Membrane-assisted Crystalliazation Progresses

In a membrane crystallizer (MCr), the membrane matrix acts as a selective gate for solvent evaporation, modulating the final degree and the rate for the generation of the supersaturation. Hence, acting on the transmembrane flux, either by changing the driving force of the process or by choosing membrane with proper characteristics, allows controlling the crystallization process very precisely. In the last years, MCr has increased in interest and more and more publications can be found in literature. The crucial requirement of membranes to be used in MCr is to be hydrophobic. Polymers such as polypropylene (PP), polytetrafluoroethylene (PTFE), and polyvinylidenefluoride (PVDF) are commonly employed in the preparation of membranes for membrane contactor applications.

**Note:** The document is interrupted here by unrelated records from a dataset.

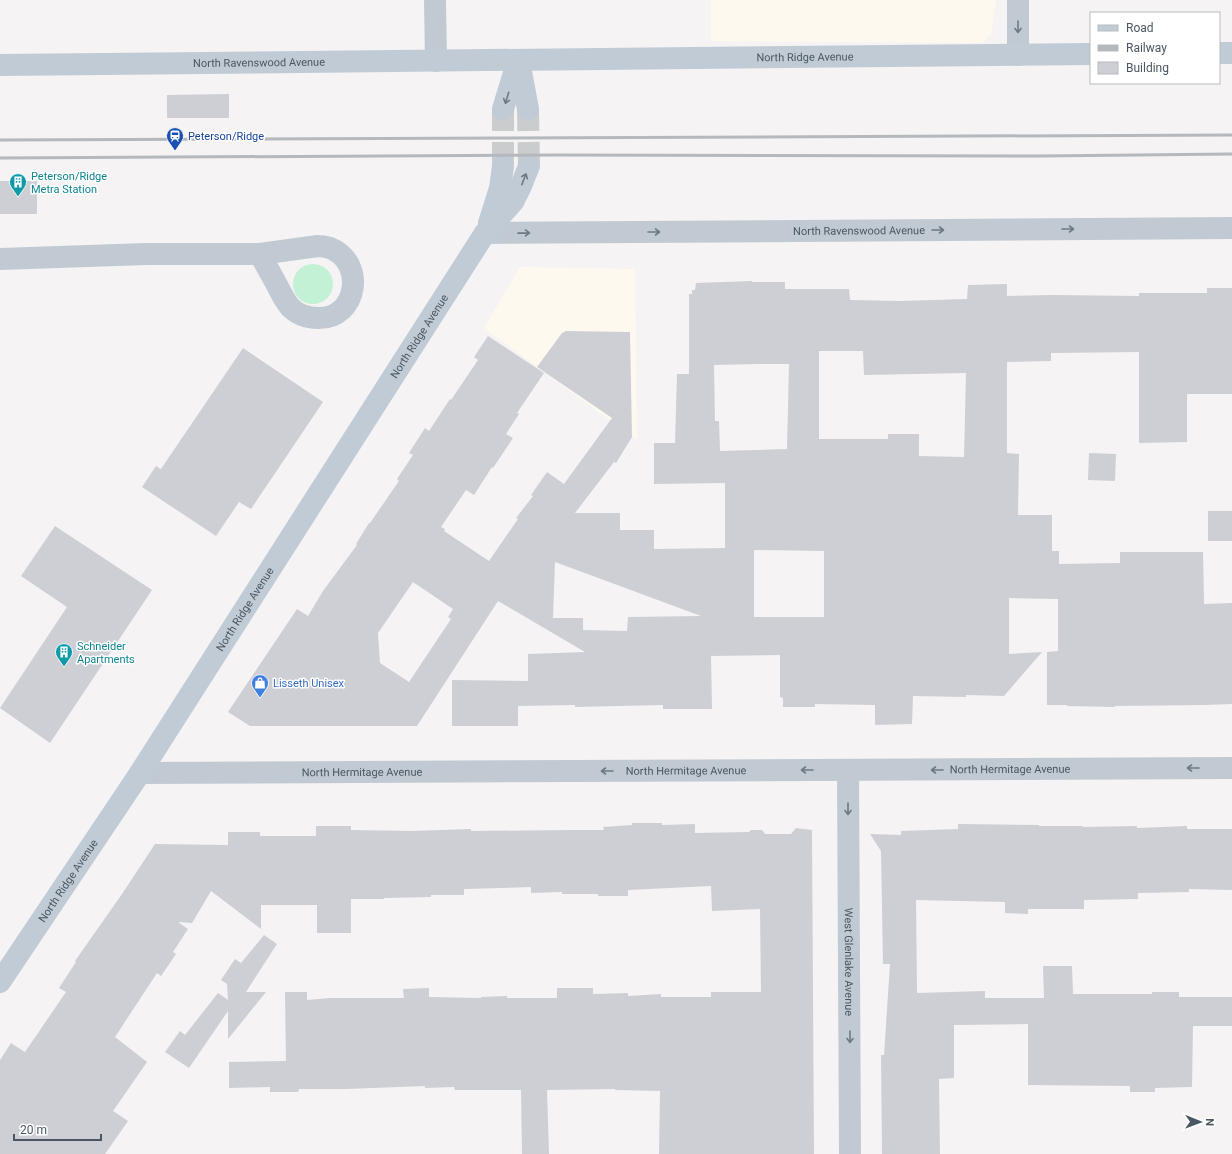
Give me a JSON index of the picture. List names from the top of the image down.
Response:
{
  "streets": {
    "main road": ["North Ridge Avenue", "North Ravenswood Avenue"],
    "street": ["North Hermitage Avenue", "West Glenlake Avenue"]
  },
  "crossings": [
    ["North Ridge Avenue", "North Ravenswood Avenue"],
    ["North Ridge Avenue", "North Hermitage Avenue"],
    ["North Hermitage Avenue", "West Glenlake Avenue"]
  ],
  "one_way": ["North Ravenswood Avenue", "North Hermitage Avenue", "West Glenlake Avenue"],
  "places": {
    "station": ["Peterson/Ridge"],
    "building": ["Peterson/Ridge Metra Station", "Schneider Apartments"],
    "shop": ["Lisseth Unisex"]
  },
  "legend": ["Road", "Railway", "Building"],
  "scale_bar": "20 m",
  "north": "right"
}
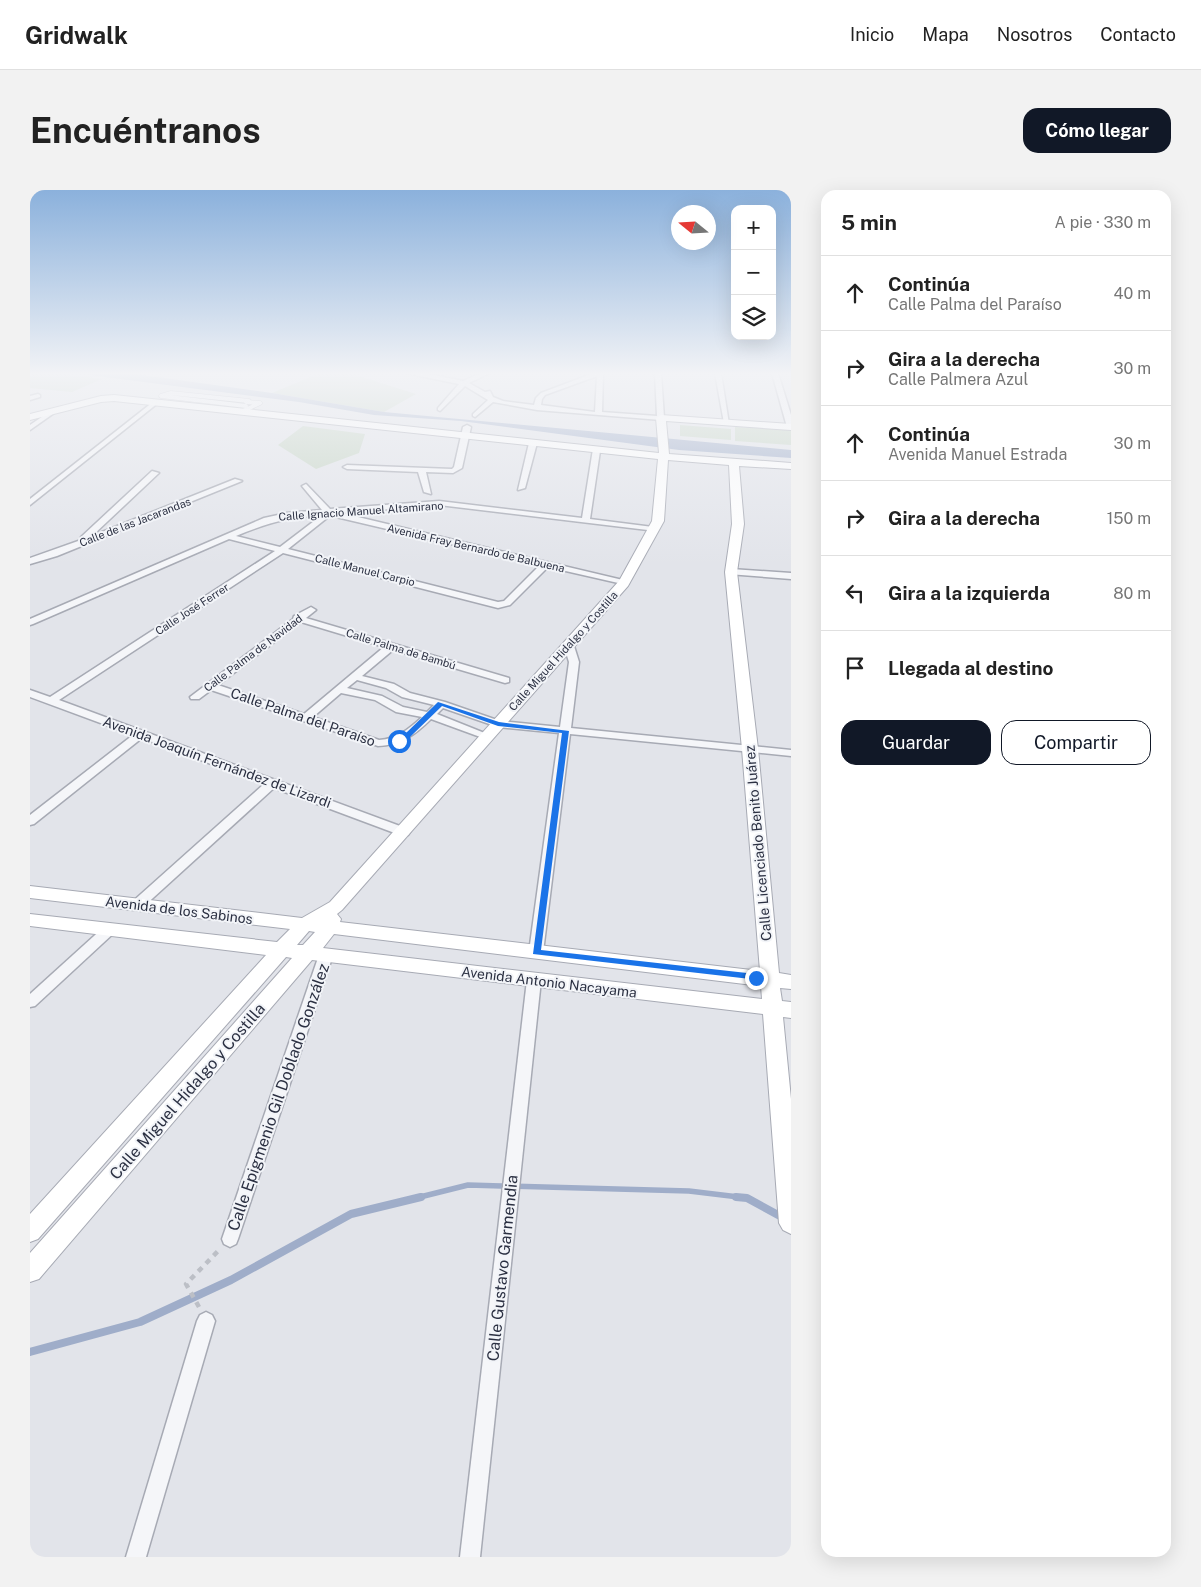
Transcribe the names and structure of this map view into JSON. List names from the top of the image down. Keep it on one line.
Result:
{"streets":{"street":["Calle Ignacio Manuel Altamirano","Calle de las Jacarandas","Avenida Fray Bernardo de Balbuena","Calle Manuel Carpio","Calle José Ferrer","Calle Palma de Bambú","Calle Miguel Hidalgo y Costilla","Calle Palma de Navidad","Calle Palma del Paraíso","Avenida Joaquín Fernández de Lizardi","Calle Licenciado Benito Juárez","Avenida de los Sabinos","Avenida Antonio Nacayama","Calle Epigmenio Gil Doblado González","Calle Gustavo Garmendia"]},"crossings":[["Calle Ignacio Manuel Altamirano","Avenida Fray Bernardo de Balbuena"],["Calle Ignacio Manuel Altamirano","Calle Manuel Carpio"],["Calle Ignacio Manuel Altamirano","Calle José Ferrer"],["Calle Ignacio Manuel Altamirano","Calle Miguel Hidalgo y Costilla"],["Avenida Fray Bernardo de Balbuena","Calle Manuel Carpio"],["Avenida Fray Bernardo de Balbuena","Calle José Ferrer"],["Avenida Fray Bernardo de Balbuena","Calle Miguel Hidalgo y Costilla"],["Calle Manuel Carpio","Calle José Ferrer"],["Calle José Ferrer","Avenida Joaquín Fernández de Lizardi"],["Calle Palma de Bambú","Calle Palma de Navidad"],["Calle Miguel Hidalgo y Costilla","Avenida Joaquín Fernández de Lizardi"],["Calle Miguel Hidalgo y Costilla","Avenida de los Sabinos"],["Calle Miguel Hidalgo y Costilla","Avenida Antonio Nacayama"],["Calle Miguel Hidalgo y Costilla","Calle Epigmenio Gil Doblado González"],["Calle Palma de Navidad","Calle Palma del Paraíso"],["Calle Licenciado Benito Juárez","Avenida Antonio Nacayama"],["Avenida de los Sabinos","Avenida Antonio Nacayama"],["Avenida de los Sabinos","Calle Epigmenio Gil Doblado González"],["Avenida Antonio Nacayama","Calle Epigmenio Gil Doblado González"],["Avenida Antonio Nacayama","Calle Gustavo Garmendia"]],"north":"left","page":{"header":"Gridwalk","nav":["Inicio","Mapa","Nosotros","Contacto"],"buttons":["Cómo llegar",["Guardar","Compartir"]],"title":"Encuéntranos","heading":["5 min","A pie · 330 m"],"map_buttons":["+","−"],"list":[["Continúa","Calle Palma del Paraíso","40 m"],["Gira a la derecha","Calle Palmera Azul","30 m"],["Continúa","Avenida Manuel Estrada","30 m"],["Gira a la derecha","150 m"],["Gira a la izquierda","80 m"],"Llegada al destino"]}}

In this work, the results in the application of different innovative hydrophobic membranes (both inorganic and polymeric) in MCr operations are described. In particular, two different ceramic hollow fiber membranes, three different Hyflon/PVDF composite flat sheet membranes and a hybrid Bi2Se3/PVDF flat sheet composite membrane were used for performing MCr experiments. All the tested membranes showed stable performance, without any wetting, during crystallization. Visual observation of the obtained NaCl crystals showed cubic shape whereas the analysis of their crystal size distribution proved their low dispersion (i.e., CV). Moreover, a secondary nucleation was observed which occurred simultaneously with crystal growth due to the contact of the growing crystals with the different parts of the plant. This effect was more evident for the membranes with the highest trans-membrane flux due to the highest rate in achieving supersaturation degree, supersaturation rate, nucleation and secondary nucleation. Furthermore, the inclusion of Bi2Se3 fillers in PVDF membranes, assisted the crystal-growth for NaCl, leading to a faster crystal growth and a higher uniformity of the crystal size. In conclusion, all the analyzed membranes proved their suitability for MCr process whose performance can be controlled acting on the chemical-physical properties of the membranes and process parameters (temperature, concentration, flowrate, etc.). These aspects would be of undoubted benefit because allow modulating the final properties of the crystals produced both in terms of structure (polymorphism) and morphology (habit, shape, size, and size distribution).